SRA-Toolkit

Introduction

SRA-Toolkit is a collection of tools and libraries for using data in the INSDC Sequence Read Archives. Its detailed documentation can be found in https://trace.ncbi.nlm.nih.gov/Traces/sra/sra.cgi?view=toolkit_doc.

Versions

2.11.0-pl5262

Commands

abi-dump
align-cache
align-info
bam-load
cache-mgr
cg-load
fasterq-dump
fasterq-dump-orig
fastq-dump
fastq-dump-orig
illumina-dump
kar
kdbmeta
kget
latf-load
md5cp
prefetch
prefetch-orig
rcexplain
read-filter-redact
sam-dump
sam-dump-orig
sff-dump
sra-pileup
sra-pileup-orig
sra-sort
sra-sort-cg
sra-stat
srapath
srapath-orig
sratools
test-sra
vdb-config
vdb-copy
vdb-diff
vdb-dump
vdb-encrypt
vdb-lock
vdb-passwd
vdb-unlock
vdb-validate

Module

You can load the modules by:

module load biocontainers
module load sra-tools/2.11.0-pl5262

Configuring SRA-Toolkit

Users can config SRA-Toolkit by the command vdb-config. For example, the below command set up the current working directory for downloading:

vdb-config --prefetch-to-cwd

Example job

Warning

Using #!/bin/sh -l as shebang in the slurm job script will cause the failure of some biocontainer modules. Please use #!/bin/bash instead.
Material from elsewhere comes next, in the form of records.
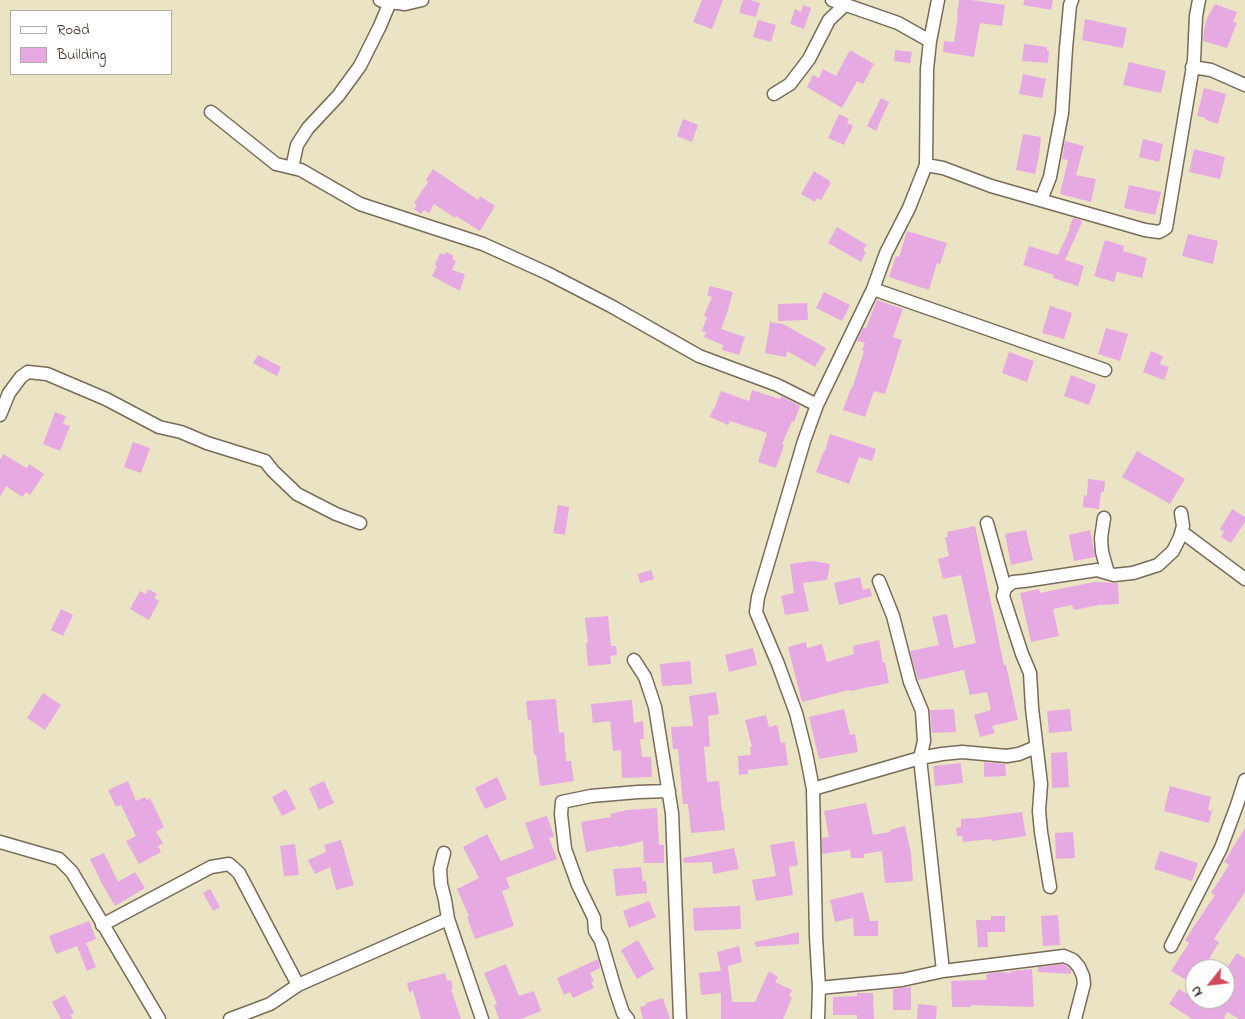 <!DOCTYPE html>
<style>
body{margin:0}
#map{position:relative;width:1245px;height:1019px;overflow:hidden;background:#eae4c4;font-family:"Indie Flower",sans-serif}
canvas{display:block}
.legend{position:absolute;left:10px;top:10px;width:162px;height:65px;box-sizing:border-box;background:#fff;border:1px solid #b1aaa5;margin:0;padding:6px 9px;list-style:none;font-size:15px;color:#3b2a1e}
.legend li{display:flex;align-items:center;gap:10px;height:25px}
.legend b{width:25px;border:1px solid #b1aaa5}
.north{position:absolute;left:1185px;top:959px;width:50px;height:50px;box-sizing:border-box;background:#fff;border:1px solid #b1aaa5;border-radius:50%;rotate:241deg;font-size:14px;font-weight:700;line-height:20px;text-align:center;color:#3b2a1e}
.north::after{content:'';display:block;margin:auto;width:18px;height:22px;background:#d1495b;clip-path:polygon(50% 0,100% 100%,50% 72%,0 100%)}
</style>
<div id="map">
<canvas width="1245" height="1019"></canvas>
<ul class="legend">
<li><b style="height:6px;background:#fff"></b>Road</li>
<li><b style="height:14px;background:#e7a9e1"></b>Building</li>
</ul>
<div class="north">N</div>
</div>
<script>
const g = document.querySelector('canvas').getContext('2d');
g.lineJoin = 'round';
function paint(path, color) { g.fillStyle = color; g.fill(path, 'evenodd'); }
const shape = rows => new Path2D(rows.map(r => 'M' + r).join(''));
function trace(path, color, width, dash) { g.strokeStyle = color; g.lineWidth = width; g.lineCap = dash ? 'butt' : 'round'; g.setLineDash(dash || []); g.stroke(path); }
paint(shape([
 [702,0,723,0,712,29,693,22],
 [743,0,750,0,760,3,756,17,739,13],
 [959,0,971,0,1005,5,1002,26,980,23,974,57,943,52,944,41,954,42,958,15,957,15],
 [1024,0,1053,0,1051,10,1023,5],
 [1215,4,1237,12,1233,22,1237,23,1227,48,1203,41,1204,30,1207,18],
 [803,5,811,8,804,29,790,24,795,9,801,12],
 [1085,19,1127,28,1123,48,1082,40],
 [758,20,776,25,771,42,753,37],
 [1024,44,1047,47,1047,51,1049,51,1048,63,1022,61],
 [850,50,874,64,863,84,857,81,842,108,807,87,813,75,819,78,823,69,836,76],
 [895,50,912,52,910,63,894,61],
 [1129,62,1166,71,1161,93,1123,85],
 [1023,74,1046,79,1042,98,1019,94],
 [1204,88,1226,94,1218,124,1206,120,1206,118,1197,116],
 [881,98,889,102,876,131,867,126],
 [839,114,849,119,847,123,853,126,844,145,828,138],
 [683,119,698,125,692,142,677,136],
 [1023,134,1041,137,1039,155,1035,174,1016,170],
 [1143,139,1163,144,1159,162,1139,157],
 [1065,141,1084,146,1076,175,1096,179,1091,202,1060,194,1068,160,1062,159],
 [1194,149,1225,157,1220,179,1189,172],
 [433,169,478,200,480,196,495,206,480,231,456,216,455,218,434,204,429,213,424,210,421,214,414,209,417,205,414,203,428,182,426,180],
 [814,171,830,181,829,182,831,183,821,200,817,198,815,202,801,194],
 [1129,185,1161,192,1155,215,1124,208],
 [1073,218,1081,220,1081,221,1082,222,1065,260,1084,266,1078,286,1053,278,1054,275,1023,265,1029,246,1058,255,1070,229,1069,228],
 [837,227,867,245,863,250,866,252,861,262,828,243],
 [907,231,947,243,940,264,937,263,929,290,889,277,896,256,899,257],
 [1188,234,1218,241,1213,264,1182,256],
 [1105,240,1124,246,1123,251,1147,258,1142,278,1117,272,1114,282,1094,276],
 [446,252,454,256,452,259,456,261,452,270,465,274,460,291,432,276,437,266,435,265,440,253,444,255],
 [710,286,733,292,727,313,721,329,745,337,739,355,722,350,723,345,704,337,706,332,702,331,707,317,704,316,712,297,707,295],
 [824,292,850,305,842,321,816,308],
 [877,300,903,309,893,337,902,340,885,394,874,391,865,417,843,410,851,388,852,389,864,351,862,350,865,343,857,341,863,328,866,328],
 [807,303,808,320,778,321,778,304],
 [1050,306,1072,313,1064,339,1042,333],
 [770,322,783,324,826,348,815,367,787,351,786,357,765,353],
 [1106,328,1128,334,1120,361,1098,354],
 [1151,351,1163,356,1160,364,1169,367,1164,380,1143,372],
 [1009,352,1034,361,1027,382,1002,373],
 [258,355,281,367,277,376,253,363],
 [1071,375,1096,385,1089,405,1064,396],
 [752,390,780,399,781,396,800,406,794,422,792,421,782,444,784,445,776,468,758,462,767,433,730,421,728,425,710,417,713,409,714,409,721,391,749,401],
 [55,412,66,416,63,424,70,426,60,451,43,444],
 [830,434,876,449,872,461,859,457,849,484,816,472,824,451,825,451],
 [133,442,150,448,141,473,124,467],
 [1137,451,1185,479,1170,504,1122,477],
 [3,454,27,468,29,464,44,474,30,495,26,492,22,497,6,486,0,497,0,460],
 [1088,479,1105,481,1104,492,1101,492,1099,509,1083,507,1084,495,1087,496],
 [558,505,569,507,565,535,553,533],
 [1232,509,1245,517,1245,522,1231,543,1221,537,1224,532,1220,529],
 [975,526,1004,665,1006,665,1018,720,992,726,995,733,980,737,974,715,991,710,987,692,970,695,964,670,918,680,910,651,939,645,932,617,947,614,954,648,976,643,961,575,943,579,938,559,949,556,945,537,948,537,947,532],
 [1026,530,1033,560,1011,565,1005,534],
 [1090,530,1095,557,1074,561,1069,535],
 [812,561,830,564,827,580,803,583,809,611,785,615,781,596,794,593,790,564],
 [651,570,654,579,640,583,638,574],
 [860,577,863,590,870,588,872,596,839,605,834,583],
 [1094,582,1118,583,1119,604,1099,605,1074,610,1072,605,1053,609,1059,636,1031,642,1020,593,1039,589,1040,593],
 [148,589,157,594,154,598,159,601,149,620,130,609,140,591,146,594],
 [61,609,73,615,63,636,51,630],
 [608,616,611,646,616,646,617,655,610,656,611,664,588,666,586,643,588,643,585,618],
 [879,640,883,663,885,662,889,683,850,691,849,690,802,702,788,647,806,642,807,648,822,644,827,662,854,654,853,646],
 [753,648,757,665,729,672,725,655],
 [690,661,692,684,662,686,660,664],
 [716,692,719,714,708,716,710,746,704,747,707,782,719,781,722,812,723,812,725,830,691,833,688,804,683,804,678,749,673,749,671,727,693,726,689,696],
 [43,693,61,705,45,730,27,718],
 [556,699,559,733,564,732,566,761,571,761,574,781,540,786,536,755,534,755,531,720,528,720,526,701],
 [632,700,634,723,643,721,644,739,640,739,642,757,651,757,652,777,622,778,621,750,613,751,610,721,593,723,591,704],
 [844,709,850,735,855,734,858,752,819,759,809,717],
 [954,709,956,732,932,733,930,710],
 [1070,709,1072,731,1049,733,1047,711],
 [766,715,769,727,777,725,781,743,785,742,788,765,748,770,748,774,739,775,738,756,751,755,750,747,752,747,745,720],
 [1067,752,1069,787,1052,788,1051,753],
 [984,762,1005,764,1006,776,984,777],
 [961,763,963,783,935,786,933,766],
 [497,777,507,799,485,809,475,788],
 [128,781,136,801,145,797,147,800,150,798,164,827,156,832,163,843,158,846,161,852,139,864,126,841,136,836,121,805,116,807,108,790],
 [324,781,334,803,319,810,309,788],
 [1170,786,1211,797,1208,810,1212,811,1209,823,1164,811],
 [286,789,296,809,282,816,272,797],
 [866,803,873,835,890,832,890,830,905,826,911,853,913,881,885,883,882,851,864,854,864,858,851,858,850,850,822,854,822,838,829,837,824,811],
 [657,808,659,845,664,845,664,863,644,863,643,841,619,847,618,846,586,852,581,822,611,817,610,814,627,810],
 [1022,812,1026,836,992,841,991,839,963,842,962,836,957,836,956,828,961,827,961,819,977,818],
 [547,816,554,836,549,838,557,859,506,878,510,888,502,891,514,926,475,939,467,917,469,916,457,889,479,878,463,847,487,834,501,861,534,848,525,823],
 [1245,828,1245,892,1214,939,1219,942,1203,969,1195,969,1195,976,1191,983,1171,971,1189,943,1185,940,1215,895,1211,893,1229,865,1224,862],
 [1073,832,1075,858,1056,859,1055,833],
 [341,840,354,885,336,890,330,867,315,874,308,860,326,852,324,845],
 [794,841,798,865,789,867,793,895,756,901,752,880,776,876,770,845],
 [295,844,299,875,284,876,280,846],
 [734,848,739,869,713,874,712,862,684,863,683,858],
 [1160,851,1198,863,1192,881,1154,869],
 [104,853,118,882,135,872,145,888,115,906,102,884,90,859],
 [641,867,643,881,646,881,647,893,616,896,613,869],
 [210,889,220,907,213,911,203,893],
 [863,892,870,921,878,921,878,936,854,936,853,918,835,922,830,900],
 [649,901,656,917,629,928,623,911],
 [740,906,741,929,694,931,693,908],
 [1058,915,1060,945,1043,946,1041,916],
 [991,916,1005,916,1005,932,987,932,988,947,978,947,976,920,991,920],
 [89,921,96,939,86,943,96,967,87,971,77,946,56,954,49,936],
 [799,932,799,944,756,947,755,942],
 [638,940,654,969,637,979,621,950],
 [739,946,742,962,728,966,732,1002,755,1002,769,971,778,977,775,982,792,990,789,996,792,998,783,1019,721,1019,721,993,701,995,699,973,721,971,717,952],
 [1237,953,1245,959,1245,1019,1239,1019,1227,1012,1224,1018,1225,1019,1192,1019,1169,1004,1179,989,1210,1009,1216,999,1225,999,1225,971],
 [598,959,600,968,590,973,594,981,591,982,594,988,573,998,570,992,564,995,557,978],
 [506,964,519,996,534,991,541,1011,521,1019,499,1019,494,1005,497,1004,484,973],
 [1063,964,1068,967,1071,970,1071,974,1038,972,1038,967],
 [1032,969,1034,1007,971,1005,971,1007,952,1007,951,981,986,980,987,974,997,972,1011,973,1011,971],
 [445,973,447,981,451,980,453,989,451,989,461,1019,421,1019,413,991,409,992,407,983],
 [911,987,911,1010,893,1010,893,989],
 [857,993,873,993,874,1019,857,1019,857,1015,833,1015,833,997,857,996],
 [65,995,74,1013,70,1015,73,1019,61,1019,52,1002],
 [663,998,670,1019,643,1019,640,1007,646,1005,646,1003],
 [918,1004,937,1006,936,1019,917,1019]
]), '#e7a9e1');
const minor = shape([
 [380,0,382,1,405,4,422,0],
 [832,0,898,23,930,41],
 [1192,67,1211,70,1245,85],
 [774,94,790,84,809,59,829,20,846,4],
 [211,112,276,164,301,170,360,204,483,244,547,273,611,306,699,356,777,385,817,405],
 [926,165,943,168,991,186,1145,230,1159,232,1166,228,1194,60,1196,16,1199,0],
 [292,168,297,145,308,128,338,96,360,66,380,26,390,2],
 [1041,200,1050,177,1062,113,1066,48,1070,5,1072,0],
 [873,289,1105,370],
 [0,415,9,393,21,377,28,372,47,374,106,399,159,427,181,432,207,443,265,461,273,471,297,494,336,514,360,523],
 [1104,518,1101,538,1102,552,1108,573],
 [987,523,1005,588,1003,596,1022,654,1030,673,1032,708,1041,784,1039,811,1041,832,1050,887],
 [1182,532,1245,579],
 [879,581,893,616,910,682,922,711,924,741,920,758,943,971],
 [1005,588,1013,582,1024,581,1097,570,1114,575,1133,573,1158,565,1173,551,1180,537,1183,526,1181,513],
 [634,660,645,677,655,707,672,813,680,1019],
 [813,789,920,758,942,754,962,752,1007,756,1019,754,1036,747],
 [0,842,59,859,72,872,159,1019],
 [444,853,440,869,441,884,445,900,448,919,482,1019],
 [102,925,211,867,229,864,239,873,298,985],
 [1171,946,1221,848,1237,805,1245,780],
 [819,988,902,980,943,971,1064,956,1073,960,1079,967,1083,976,1084,984,1075,1019],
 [230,1019,270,1004,298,985,448,919],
 [628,1019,623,1013,615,989,601,941,595,931,594,918,578,885,565,849,561,814,562,802,591,796,638,792,669,791],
 [818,1019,819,988,816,936,813,789,806,753,796,713,778,664,756,612,758,597,804,441,817,405,873,289,886,253,909,208,926,165,927,69,930,41,938,0]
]);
trace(minor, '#786b58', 15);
trace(minor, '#fff', 12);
</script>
To run SRA-Toolkit on our cluster:

#!/bin/bash
#SBATCH -A myallocation     # Allocation name
#SBATCH -t 1:00:00
#SBATCH -N 1
#SBATCH -n 8
#SBATCH --job-name=SRA-Toolkit
#SBATCH --mail-type=FAIL,BEGIN,END
#SBATCH --error=%x-%J-%u.err
#SBATCH --output=%x-%J-%u.out

module --force purge
ml biocontainers sra-tools/2.11.0-pl5262

vdb-config --prefetch-to-cwd # The data will be downloaded to the current working directory.
prefetch SRR11941281
fastq-dump --split-3 SRR11941281/SRR11941281.sra